Records to process
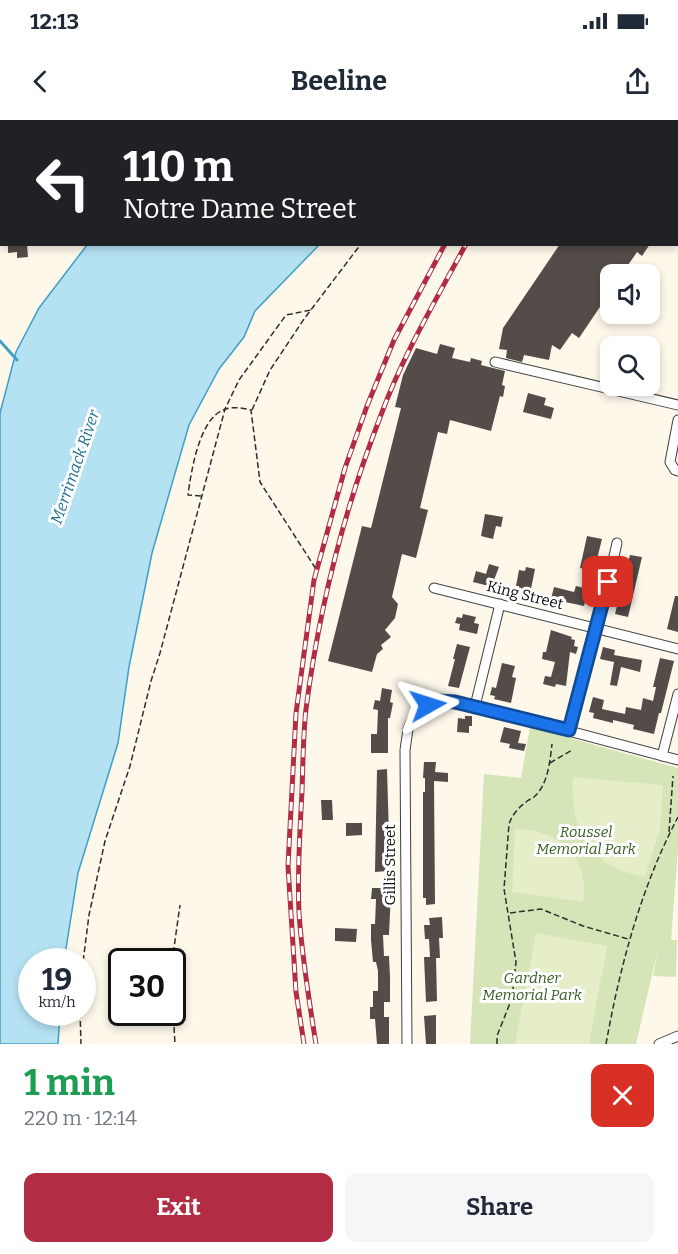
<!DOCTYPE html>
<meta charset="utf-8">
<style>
:root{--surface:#fff;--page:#f6f6f7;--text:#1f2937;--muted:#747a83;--accent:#b22d44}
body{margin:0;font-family:Bitter,serif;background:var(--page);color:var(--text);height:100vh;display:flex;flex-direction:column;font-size:22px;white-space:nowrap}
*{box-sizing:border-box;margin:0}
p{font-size:20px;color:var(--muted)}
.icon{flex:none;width:33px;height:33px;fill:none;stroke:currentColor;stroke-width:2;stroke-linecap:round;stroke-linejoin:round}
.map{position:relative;height:924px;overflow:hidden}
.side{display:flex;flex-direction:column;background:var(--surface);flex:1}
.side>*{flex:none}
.guide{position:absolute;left:0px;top:0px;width:678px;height:126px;box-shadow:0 3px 9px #0003;background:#202124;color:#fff;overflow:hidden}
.buttons{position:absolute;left:600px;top:144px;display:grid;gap:12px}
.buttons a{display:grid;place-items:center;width:60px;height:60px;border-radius:12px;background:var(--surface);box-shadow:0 3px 9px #0003;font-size:30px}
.speed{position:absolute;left:18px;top:828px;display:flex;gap:12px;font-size:30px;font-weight:700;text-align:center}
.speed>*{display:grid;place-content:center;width:78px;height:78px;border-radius:50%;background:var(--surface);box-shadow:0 3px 9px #0003;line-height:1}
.speed small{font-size:15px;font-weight:400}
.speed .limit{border:3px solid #111;border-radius:9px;background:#fff;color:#111}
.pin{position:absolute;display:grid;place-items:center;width:51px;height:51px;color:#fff;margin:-26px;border-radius:12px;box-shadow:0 3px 9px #0006}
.me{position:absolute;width:66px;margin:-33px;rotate:84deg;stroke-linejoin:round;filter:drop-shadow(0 0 4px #0008)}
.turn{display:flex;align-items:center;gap:21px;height:126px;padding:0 24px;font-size:27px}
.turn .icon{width:78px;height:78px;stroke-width:2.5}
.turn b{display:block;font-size:42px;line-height:51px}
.round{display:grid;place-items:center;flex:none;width:63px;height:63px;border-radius:12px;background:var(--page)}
.headline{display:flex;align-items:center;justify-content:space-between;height:102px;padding:0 24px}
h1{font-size:36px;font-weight:700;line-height:45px;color:#1e9e55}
.button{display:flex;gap:12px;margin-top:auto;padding:12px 24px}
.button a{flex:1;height:69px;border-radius:12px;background:var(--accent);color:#fff;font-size:24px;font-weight:700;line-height:69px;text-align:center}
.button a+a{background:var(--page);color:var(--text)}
.status{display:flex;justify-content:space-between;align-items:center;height:42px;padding:0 30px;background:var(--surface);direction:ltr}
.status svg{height:16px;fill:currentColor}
header{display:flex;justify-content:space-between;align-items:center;height:78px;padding:0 24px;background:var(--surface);font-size:27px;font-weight:700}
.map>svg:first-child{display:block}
.green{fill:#d5e5b8}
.pitch{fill:#e5edc9}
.water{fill:#b4e2f2;stroke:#3f9fc4;stroke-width:1.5}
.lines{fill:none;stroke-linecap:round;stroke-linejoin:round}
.stream{stroke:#3f9fc4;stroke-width:3}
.building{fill:#534c49}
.minor-casing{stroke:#3f3f3f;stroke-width:11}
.path{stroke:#2e2e2e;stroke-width:1.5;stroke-dasharray:6 3;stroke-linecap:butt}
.minor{stroke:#fff;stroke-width:9}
.rail-casing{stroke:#b22d44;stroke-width:5}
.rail{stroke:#fff;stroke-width:3;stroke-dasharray:9;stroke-linecap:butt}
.route-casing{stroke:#114b97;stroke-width:15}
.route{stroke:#1a73e8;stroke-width:10}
.labels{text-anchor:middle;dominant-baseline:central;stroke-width:6;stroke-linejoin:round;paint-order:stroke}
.street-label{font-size:15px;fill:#0c0c0c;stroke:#fff}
.park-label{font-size:15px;font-style:italic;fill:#355e21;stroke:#fff}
.water-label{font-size:16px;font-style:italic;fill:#1e6f95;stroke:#fff}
</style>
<div class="status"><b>12:13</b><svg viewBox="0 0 49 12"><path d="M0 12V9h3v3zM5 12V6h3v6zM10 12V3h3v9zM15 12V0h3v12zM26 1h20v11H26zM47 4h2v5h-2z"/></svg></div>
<header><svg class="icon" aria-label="back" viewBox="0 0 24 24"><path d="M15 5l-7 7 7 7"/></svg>Beeline<svg class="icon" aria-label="share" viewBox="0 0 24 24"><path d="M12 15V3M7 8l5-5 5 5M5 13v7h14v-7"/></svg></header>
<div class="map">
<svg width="678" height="924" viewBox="0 0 678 924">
<rect width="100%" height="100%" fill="#fef8eb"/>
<polygon class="green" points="530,607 678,648 678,730 671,820 677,820 676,857 653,856 659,825 636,924 470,924 484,654 521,658"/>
<g class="pitch">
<path d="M573 657 663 665 660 709 645 757C635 754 623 752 613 747 580 728 570 693 573 657Z"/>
<path d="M515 709C558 709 590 736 583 782L512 772Z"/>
<polygon points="536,813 607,826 589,924 515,924"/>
</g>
<polygon class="water" points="87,125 319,125 255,191 244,217 219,249 189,305 152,433 129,547 118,623 78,753 64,841 32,842 32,892 60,893 58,924 0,924 0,293 16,232 39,188"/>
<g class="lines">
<polyline class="stream" points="0,221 17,240"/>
</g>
<g class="building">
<polygon points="8,124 27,124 28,137 17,138 17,132 8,133"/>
<polygon points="560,124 650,124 642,136 637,132 622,154 610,154 610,172 579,218 572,213 560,230 552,225 549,240 524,235 522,242 506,238 507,230 499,229 503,208"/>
<polygon points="440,224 455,228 452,238 470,242 471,238 482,241 481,245 505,251 502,265 505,266 503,277 500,276 491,311 450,300 447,314 438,312 420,388 428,390 416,438 402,434 392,477 398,484 395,498 385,510 391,517 381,525 383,529 377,534 372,552 328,541 362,406 371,408 401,288 395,287 403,255 416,228 437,234"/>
<polygon points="528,273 546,278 544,285 554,288 551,299 523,292"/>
<polygon points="485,394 503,397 501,407 496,406 493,419 481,416"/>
<polygon points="587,416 602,419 594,451 580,448"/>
<polygon points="630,435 642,437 628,497 615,494"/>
<polygon points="489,444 499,447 494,460 490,459 489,466 473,462 476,451 486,454"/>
<polygon points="526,447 535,449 530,474 518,471 519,466 516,466 519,450 525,451"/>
<polygon points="576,466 588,469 584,486 551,479 554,467 574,472"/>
<polygon points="675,476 678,476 678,512 667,509"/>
<polygon points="463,494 476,497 474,503 479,504 477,514 459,510 460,504 455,503 457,497 462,498"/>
<polygon points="551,510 572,517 571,519 575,520 574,526 578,527 576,534 570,532 566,566 556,564 555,567 543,564 545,556 551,557 555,542 542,539 543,532 546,532"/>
<polygon points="457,524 470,527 459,568 448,566 455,539 453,539"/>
<polygon points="603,527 615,530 614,535 642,540 640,552 621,547 617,566 610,565 614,542 600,539"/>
<polygon points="660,538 674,541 661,593 659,593 654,614 633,609 634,605 613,600 613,603 593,598 594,593 589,592 593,577 604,580 602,589 625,594 626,587 641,590 643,578 653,581 656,567 653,567"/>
<polygon points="502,543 515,546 512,557 516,558 511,583 494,579 495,576 490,575 492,567 496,568"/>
<polygon points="382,568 392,570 390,582 393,583 390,598 388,598 388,633 371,633 371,614 377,614 378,590 373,589 375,580 380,581"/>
<polygon points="465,596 472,596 472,606 469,606 469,613 457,612 458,598 465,599"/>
<polygon points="504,607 521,611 518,623 526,624 524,631 509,628 510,624 500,622"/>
<polygon points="424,642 436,642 435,652 448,653 448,662 434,661 435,784 426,785 426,778 423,778 423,672 425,672 425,658 423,658"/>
<polygon points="387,649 389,715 387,715 387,751 375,752 377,650"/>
<polygon points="321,680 332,680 333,700 322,700"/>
<polygon points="346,703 362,703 362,715 346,716"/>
<polygon points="372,768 384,768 383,772 391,772 389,815 383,815 384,836 389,836 390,857 390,882 384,882 384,897 389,897 389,924 377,924 375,899 370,899 370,887 373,887 373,871 378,871 378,851 376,842 373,842 371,820 371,804 375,804 376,779 371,779"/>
<polygon points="442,797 443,818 439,818 440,838 436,838 437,881 426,882 424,837 430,837 429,819 425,819 424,805 430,805 429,798"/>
<polygon points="335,808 357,809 356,822 335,821"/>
<polygon points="436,895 436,924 426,924 424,896"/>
</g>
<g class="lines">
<defs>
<g id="minor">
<polyline points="60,2 61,0"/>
<polyline points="0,59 2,61"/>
<polyline points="0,71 2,69"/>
<polyline points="495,242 678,285"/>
<polyline points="678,300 670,342 675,350 678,351"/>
<polyline points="434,468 678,529"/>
<polyline points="475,586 500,484"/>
<path d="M569 610C585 547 603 486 617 423"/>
<polyline points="662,636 678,574"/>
<polyline points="407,924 405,630 408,609 412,600 419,591 438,581 475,586 678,640"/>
<polyline points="659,924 678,916"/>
</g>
</defs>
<use href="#minor" class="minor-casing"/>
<g class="path">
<polyline points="493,0 494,2"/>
<polyline points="463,2 464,0"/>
<polyline points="252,290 270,250 304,199 361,124"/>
<path d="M201 376 188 375C191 352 199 300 223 290 232 286 242 288 251 290L260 362 316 449"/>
<polyline points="550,643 572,630"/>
<polyline points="669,712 673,656"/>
<polyline points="510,793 541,789 583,806 628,819"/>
<polyline points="172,842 180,785"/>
<polyline points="82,850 89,795 105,721 130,646 151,561 160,533 225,289 239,260 286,195 311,190"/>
<polyline points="172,871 175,924"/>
<polyline points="80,892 81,924"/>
<path d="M497 924V916L512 878 516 842 504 769 509 704C512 695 518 688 526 682 528 680 531 679 534 677 548 665 550 641 552 624"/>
<path d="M606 924C620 846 641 767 678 697"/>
</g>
<use href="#minor" class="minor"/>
<defs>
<g id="rail">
<polyline points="519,2 520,0"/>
<polyline points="531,2 532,0"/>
<polyline points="304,924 296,872 288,746 296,593 314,460 345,348 367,286 394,220 445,124"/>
<path d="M316 924C309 881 302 837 299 793 297 752 300 712 302 671 303 644 303 616 306 589 319 488 344 390 381 295 403 235 436 180 466 124"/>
</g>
</defs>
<use href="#rail" class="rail-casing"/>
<use href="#rail" class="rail"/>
</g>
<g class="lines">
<defs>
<polyline id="route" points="428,585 438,581 455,582 569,610 608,462"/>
</defs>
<use href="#route" class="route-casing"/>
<use href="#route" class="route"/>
</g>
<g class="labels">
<g class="street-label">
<text transform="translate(525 475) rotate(14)">King Street</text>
<text transform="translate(390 745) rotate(-90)">Gillis Street</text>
</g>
<g class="park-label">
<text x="586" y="712">Roussel<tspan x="586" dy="17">Memorial Park</tspan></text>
<text x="532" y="858">Gardner<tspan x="532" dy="17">Memorial Park</tspan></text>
</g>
<g class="water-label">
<text transform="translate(75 347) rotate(-71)">Merrimack River</text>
</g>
</g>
</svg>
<div class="buttons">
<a><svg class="icon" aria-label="sound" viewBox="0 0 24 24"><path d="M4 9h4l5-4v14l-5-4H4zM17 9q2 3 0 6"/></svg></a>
<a><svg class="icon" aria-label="search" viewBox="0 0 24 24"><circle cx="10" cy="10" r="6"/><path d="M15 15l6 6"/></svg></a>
</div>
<div class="speed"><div>19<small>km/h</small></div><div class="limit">30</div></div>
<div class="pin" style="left:608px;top:462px;background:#d93025"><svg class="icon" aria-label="arrive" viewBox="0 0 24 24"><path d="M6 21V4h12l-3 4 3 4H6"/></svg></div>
<svg class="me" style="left:428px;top:585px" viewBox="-20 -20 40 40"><path d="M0-17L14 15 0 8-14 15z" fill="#1a73e8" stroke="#fff" stroke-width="4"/></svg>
<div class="guide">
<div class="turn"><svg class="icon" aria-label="left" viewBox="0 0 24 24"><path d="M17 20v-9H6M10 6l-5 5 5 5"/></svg><div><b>110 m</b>Notre Dame Street</div></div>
</div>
</div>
<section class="side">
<div class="headline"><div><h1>1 min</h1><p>220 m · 12:14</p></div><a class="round" style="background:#d93025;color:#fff"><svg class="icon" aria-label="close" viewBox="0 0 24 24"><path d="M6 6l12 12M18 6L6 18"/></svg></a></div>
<div class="button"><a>Exit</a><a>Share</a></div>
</section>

Task
Pull every line containing the string "overflow" out of the data above and copy it.

Reply to the task
.map{position:relative;height:924px;overflow:hidden}
.guide{position:absolute;left:0px;top:0px;width:678px;height:126px;box-shadow:0 3px 9px #0003;background:#202124;color:#fff;overflow:hidden}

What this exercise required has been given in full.